01. Origines
This garden is an ode to earth, the complex substrate from which life draws its provisions. Used through the ages and across the continents as a building material, it is the basis of a great many homes and architectural styles. Whole sections of the Great Wall of China are made of blocks of clay and lime. Earth, as a material, is the linchpin of humanity. It can even create the conditions for spiritual growth. Here, visitors tread on dry, cracked earth. Vegetation creeps into the slightest crevice, adopting dynamic colonisation strategies. This is the case with Buddleia, also known as the butterfly bush, a collection of which are shown here, giving rise to a fluttering of many colourful, joyful wings. A giant egg in the centre of the garden represents the cycle of life. Made from a mix of earth and straw, visitors can walk through it or stop for a while to meditate on the way human ideas and technical progress have developed since the dawn of civilisation.
DESIGNER
“I have lived around Paris for about twenty years, but I am driven by a voracious appetite for sound and a nostalgia for the beech woods of the Hautes Vosges where I was born. I trained as an acoustic engineer and started my career working in architecture and sound design before moving on to research the perception of vehicle noise for PSA Peugeot Citroën. It was when I read the ground-breaking book The Tuning of the World by the Canadian R. Murray Schafer (published in 1977) and Edith Normandeau’s 2009 thesis Plants as part of the soundscape that I turned my career towards exploring sound as a design tool in gardens and landscapes.

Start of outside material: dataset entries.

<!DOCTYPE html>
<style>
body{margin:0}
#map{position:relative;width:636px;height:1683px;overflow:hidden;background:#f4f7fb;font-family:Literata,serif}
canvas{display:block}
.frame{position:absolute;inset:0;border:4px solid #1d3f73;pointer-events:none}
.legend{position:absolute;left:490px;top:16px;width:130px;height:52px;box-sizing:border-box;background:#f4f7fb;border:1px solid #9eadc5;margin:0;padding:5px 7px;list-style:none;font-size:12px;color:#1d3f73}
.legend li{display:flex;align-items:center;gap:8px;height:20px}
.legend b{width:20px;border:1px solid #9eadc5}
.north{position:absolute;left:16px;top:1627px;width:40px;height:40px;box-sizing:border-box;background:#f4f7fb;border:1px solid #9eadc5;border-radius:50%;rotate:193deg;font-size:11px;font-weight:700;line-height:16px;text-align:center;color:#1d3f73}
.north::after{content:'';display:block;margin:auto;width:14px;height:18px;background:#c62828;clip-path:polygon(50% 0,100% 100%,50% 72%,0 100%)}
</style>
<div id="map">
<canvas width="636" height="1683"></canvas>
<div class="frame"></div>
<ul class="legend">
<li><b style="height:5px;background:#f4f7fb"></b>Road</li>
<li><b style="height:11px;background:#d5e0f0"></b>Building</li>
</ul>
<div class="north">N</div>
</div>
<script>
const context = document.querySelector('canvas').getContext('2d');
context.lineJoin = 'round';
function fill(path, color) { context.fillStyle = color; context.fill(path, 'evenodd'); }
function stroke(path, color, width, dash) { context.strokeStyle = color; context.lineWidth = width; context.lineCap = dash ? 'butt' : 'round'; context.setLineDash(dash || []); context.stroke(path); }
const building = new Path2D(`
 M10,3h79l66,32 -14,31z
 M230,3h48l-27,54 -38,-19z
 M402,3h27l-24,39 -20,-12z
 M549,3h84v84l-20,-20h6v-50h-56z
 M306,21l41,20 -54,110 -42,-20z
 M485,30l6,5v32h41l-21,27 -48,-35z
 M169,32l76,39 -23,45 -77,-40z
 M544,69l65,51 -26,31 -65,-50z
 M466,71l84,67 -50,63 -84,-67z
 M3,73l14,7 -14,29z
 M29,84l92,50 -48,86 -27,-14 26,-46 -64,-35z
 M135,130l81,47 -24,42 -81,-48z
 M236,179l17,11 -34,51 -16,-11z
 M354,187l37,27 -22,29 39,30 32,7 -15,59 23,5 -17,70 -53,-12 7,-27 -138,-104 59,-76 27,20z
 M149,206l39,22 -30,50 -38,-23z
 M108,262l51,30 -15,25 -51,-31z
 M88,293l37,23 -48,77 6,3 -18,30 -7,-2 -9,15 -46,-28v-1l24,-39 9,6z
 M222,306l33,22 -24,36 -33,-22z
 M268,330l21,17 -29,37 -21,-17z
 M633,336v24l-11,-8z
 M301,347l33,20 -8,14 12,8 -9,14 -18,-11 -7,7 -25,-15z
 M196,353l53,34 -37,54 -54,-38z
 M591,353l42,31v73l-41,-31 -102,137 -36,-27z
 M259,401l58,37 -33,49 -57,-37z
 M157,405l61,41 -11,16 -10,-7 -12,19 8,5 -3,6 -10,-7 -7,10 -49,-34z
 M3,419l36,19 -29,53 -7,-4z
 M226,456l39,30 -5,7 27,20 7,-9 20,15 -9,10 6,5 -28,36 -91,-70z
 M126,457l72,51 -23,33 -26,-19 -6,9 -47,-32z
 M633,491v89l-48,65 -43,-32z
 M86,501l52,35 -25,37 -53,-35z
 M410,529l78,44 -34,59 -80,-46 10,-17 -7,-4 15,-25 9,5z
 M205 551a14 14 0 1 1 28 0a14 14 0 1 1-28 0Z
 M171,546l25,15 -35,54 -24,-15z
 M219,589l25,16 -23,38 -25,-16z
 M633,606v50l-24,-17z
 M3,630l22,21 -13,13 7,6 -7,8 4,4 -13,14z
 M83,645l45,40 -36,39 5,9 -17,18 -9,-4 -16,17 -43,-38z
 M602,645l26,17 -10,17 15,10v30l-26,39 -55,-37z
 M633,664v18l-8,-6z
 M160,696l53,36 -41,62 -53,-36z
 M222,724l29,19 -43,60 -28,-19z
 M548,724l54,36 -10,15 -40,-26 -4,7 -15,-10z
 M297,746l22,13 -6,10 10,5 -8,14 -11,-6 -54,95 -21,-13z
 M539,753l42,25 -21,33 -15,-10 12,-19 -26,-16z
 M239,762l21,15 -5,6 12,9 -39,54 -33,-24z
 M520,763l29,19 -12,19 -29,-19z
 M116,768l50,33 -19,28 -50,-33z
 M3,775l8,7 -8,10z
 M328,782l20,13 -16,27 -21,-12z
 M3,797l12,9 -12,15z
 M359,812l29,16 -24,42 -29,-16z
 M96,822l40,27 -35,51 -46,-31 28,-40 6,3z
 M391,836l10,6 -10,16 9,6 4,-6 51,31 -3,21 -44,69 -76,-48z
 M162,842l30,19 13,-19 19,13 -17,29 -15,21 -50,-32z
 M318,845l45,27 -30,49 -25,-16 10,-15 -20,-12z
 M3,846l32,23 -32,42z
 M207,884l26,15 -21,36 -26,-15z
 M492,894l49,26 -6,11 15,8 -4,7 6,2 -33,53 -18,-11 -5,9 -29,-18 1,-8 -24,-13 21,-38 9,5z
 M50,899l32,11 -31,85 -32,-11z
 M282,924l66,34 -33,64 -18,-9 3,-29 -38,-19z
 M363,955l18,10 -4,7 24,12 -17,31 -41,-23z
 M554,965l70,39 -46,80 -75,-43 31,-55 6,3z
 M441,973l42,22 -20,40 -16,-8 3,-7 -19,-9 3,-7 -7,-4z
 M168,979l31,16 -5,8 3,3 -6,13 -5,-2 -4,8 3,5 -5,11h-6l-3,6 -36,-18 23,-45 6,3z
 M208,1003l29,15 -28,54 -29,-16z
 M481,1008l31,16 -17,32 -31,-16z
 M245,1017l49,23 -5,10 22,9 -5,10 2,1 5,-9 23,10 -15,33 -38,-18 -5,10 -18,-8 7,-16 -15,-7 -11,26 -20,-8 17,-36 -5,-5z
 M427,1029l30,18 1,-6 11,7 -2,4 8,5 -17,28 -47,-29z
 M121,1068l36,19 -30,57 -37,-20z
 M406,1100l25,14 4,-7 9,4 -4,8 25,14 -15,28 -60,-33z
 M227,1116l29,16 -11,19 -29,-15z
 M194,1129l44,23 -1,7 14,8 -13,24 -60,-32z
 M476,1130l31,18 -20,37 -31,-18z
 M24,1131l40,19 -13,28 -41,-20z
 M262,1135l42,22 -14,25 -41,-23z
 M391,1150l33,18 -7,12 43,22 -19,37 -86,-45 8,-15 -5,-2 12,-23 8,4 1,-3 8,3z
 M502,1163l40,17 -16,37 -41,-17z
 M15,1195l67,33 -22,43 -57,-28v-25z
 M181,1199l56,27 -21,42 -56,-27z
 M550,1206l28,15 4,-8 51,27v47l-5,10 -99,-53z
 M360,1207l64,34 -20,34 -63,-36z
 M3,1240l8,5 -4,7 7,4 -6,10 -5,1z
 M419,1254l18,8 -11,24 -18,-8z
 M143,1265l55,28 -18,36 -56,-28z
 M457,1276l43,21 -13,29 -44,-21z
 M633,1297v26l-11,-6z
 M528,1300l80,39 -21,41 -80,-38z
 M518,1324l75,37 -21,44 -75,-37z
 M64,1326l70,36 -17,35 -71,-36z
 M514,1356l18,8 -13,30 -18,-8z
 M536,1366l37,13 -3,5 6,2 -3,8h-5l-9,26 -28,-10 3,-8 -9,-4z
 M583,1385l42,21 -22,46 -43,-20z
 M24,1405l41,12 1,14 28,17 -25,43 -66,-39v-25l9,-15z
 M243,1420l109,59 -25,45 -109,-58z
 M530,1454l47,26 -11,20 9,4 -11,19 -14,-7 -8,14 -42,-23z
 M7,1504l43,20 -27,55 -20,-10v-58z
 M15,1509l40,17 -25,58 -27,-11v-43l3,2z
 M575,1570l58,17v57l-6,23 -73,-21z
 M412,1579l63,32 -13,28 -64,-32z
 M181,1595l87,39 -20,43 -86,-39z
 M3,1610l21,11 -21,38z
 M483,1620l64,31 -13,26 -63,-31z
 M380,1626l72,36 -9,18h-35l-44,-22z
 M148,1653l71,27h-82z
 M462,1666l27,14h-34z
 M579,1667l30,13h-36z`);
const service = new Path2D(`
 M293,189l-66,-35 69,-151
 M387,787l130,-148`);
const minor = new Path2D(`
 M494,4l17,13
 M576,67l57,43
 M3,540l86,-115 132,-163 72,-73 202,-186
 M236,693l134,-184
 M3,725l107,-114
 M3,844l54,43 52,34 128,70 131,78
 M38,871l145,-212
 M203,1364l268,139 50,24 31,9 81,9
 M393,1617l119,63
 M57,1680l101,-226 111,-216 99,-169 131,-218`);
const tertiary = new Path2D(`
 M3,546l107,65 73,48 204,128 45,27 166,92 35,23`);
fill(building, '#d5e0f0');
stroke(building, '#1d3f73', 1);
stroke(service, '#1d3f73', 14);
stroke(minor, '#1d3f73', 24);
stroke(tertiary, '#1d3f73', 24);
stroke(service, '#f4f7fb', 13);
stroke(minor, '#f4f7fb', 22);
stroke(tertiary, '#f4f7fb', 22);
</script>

I could no longer ignore the opportunity to rebuild my tenuous links with the natural world I grew up in, so I trained in design and landscape management at The King’s Kitchen Garden in Versailles. In 2011 I took on the enormous project of restoring the 18th-century Château of Ennery near Paris, along with its seventy-acre park and gardens. The work I had to do on this listed historic building took a long time and broadened my skills considerably. Since 2018 I have also been working as a freelance garden designer.”
PRISE DE TERRE is a group of visual artists who specialise in sculptures made from raw earth. They work together to create site-specific outdoor projects that are not designed to last and therefore have no impact on the environment. They use completely biodegradable materials including wood, branches, natural fibres, cotton, hay and earth.